::: AVAILABLE DATA :::
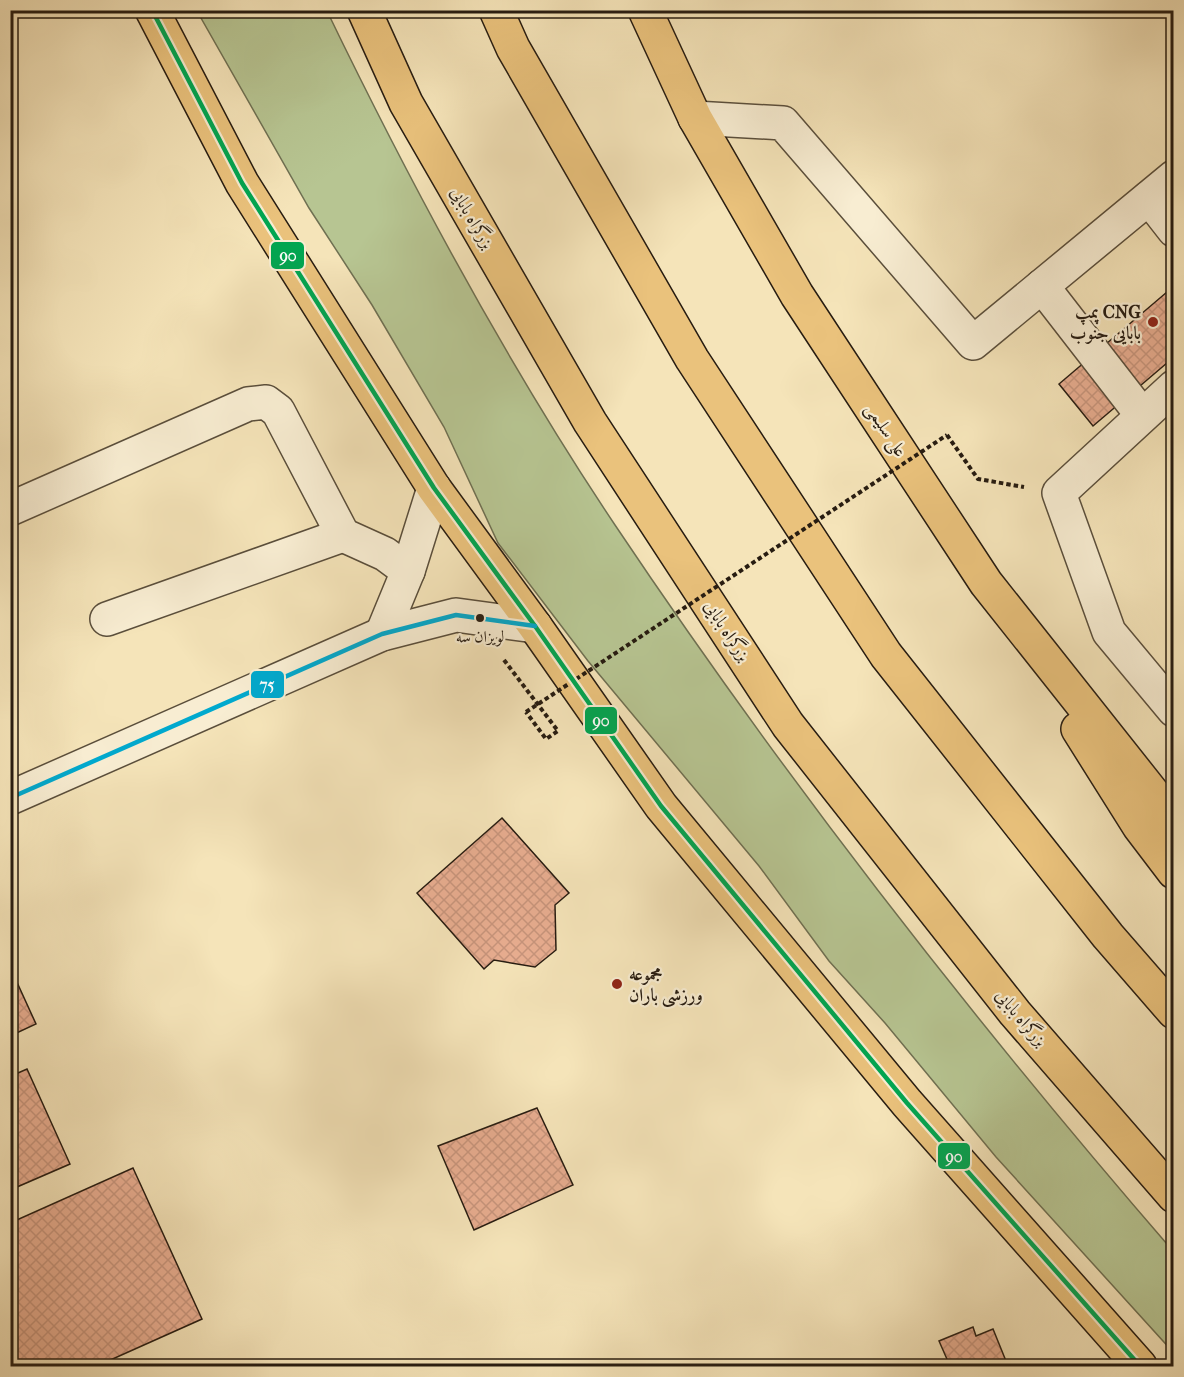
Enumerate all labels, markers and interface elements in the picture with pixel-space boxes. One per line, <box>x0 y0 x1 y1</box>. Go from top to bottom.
street label: بزرگراه بابایی <box>445 182 500 253</box>
line badge: 90 <box>270 241 305 270</box>
text: 90 <box>278 246 297 266</box>
place label: پمپ CNG بابایی جنوب <box>1070 302 1141 345</box>
marker: پمپ CNG بابایی جنوب <box>1146 315 1160 329</box>
street label: علی سلیمی <box>859 399 911 462</box>
street label: بزرگراه بابایی <box>699 596 756 666</box>
marker: لویزان سه <box>474 612 486 624</box>
place label: لویزان سه <box>456 627 504 647</box>
line badge: 75 <box>250 670 285 699</box>
text: 75 <box>259 675 274 694</box>
line badge: 90 <box>584 706 618 735</box>
text: 90 <box>591 711 610 731</box>
place label: مجموعه ورزشی باران <box>629 964 703 1008</box>
marker: مجموعه ورزشی باران <box>610 977 624 991</box>
street label: بزرگراه بابایی <box>990 984 1053 1052</box>
line badge: 90 <box>937 1142 971 1170</box>
text: 90 <box>944 1147 963 1167</box>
:::
▶ **WORK TO COMPLETE**
Every record must be returned exactly. Leave its pictures out.

▶ **SOLUTION TO THIS EXERCISE**
Enumerate all labels, markers and interface elements in the picture with pixel-space boxes. One per line, <box>x0 y0 x1 y1</box>. Go from top to bottom.
street label: بزرگراه بابایی <box>445 182 500 253</box>
line badge: 90 <box>270 241 305 270</box>
text: 90 <box>278 246 297 266</box>
place label: پمپ CNG بابایی جنوب <box>1070 302 1141 345</box>
marker: پمپ CNG بابایی جنوب <box>1146 315 1160 329</box>
street label: علی سلیمی <box>859 399 911 462</box>
street label: بزرگراه بابایی <box>699 596 756 666</box>
marker: لویزان سه <box>474 612 486 624</box>
place label: لویزان سه <box>456 627 504 647</box>
line badge: 75 <box>250 670 285 699</box>
text: 75 <box>259 675 274 694</box>
line badge: 90 <box>584 706 618 735</box>
text: 90 <box>591 711 610 731</box>
place label: مجموعه ورزشی باران <box>629 964 703 1008</box>
marker: مجموعه ورزشی باران <box>610 977 624 991</box>
street label: بزرگراه بابایی <box>990 984 1053 1052</box>
line badge: 90 <box>937 1142 971 1170</box>
text: 90 <box>944 1147 963 1167</box>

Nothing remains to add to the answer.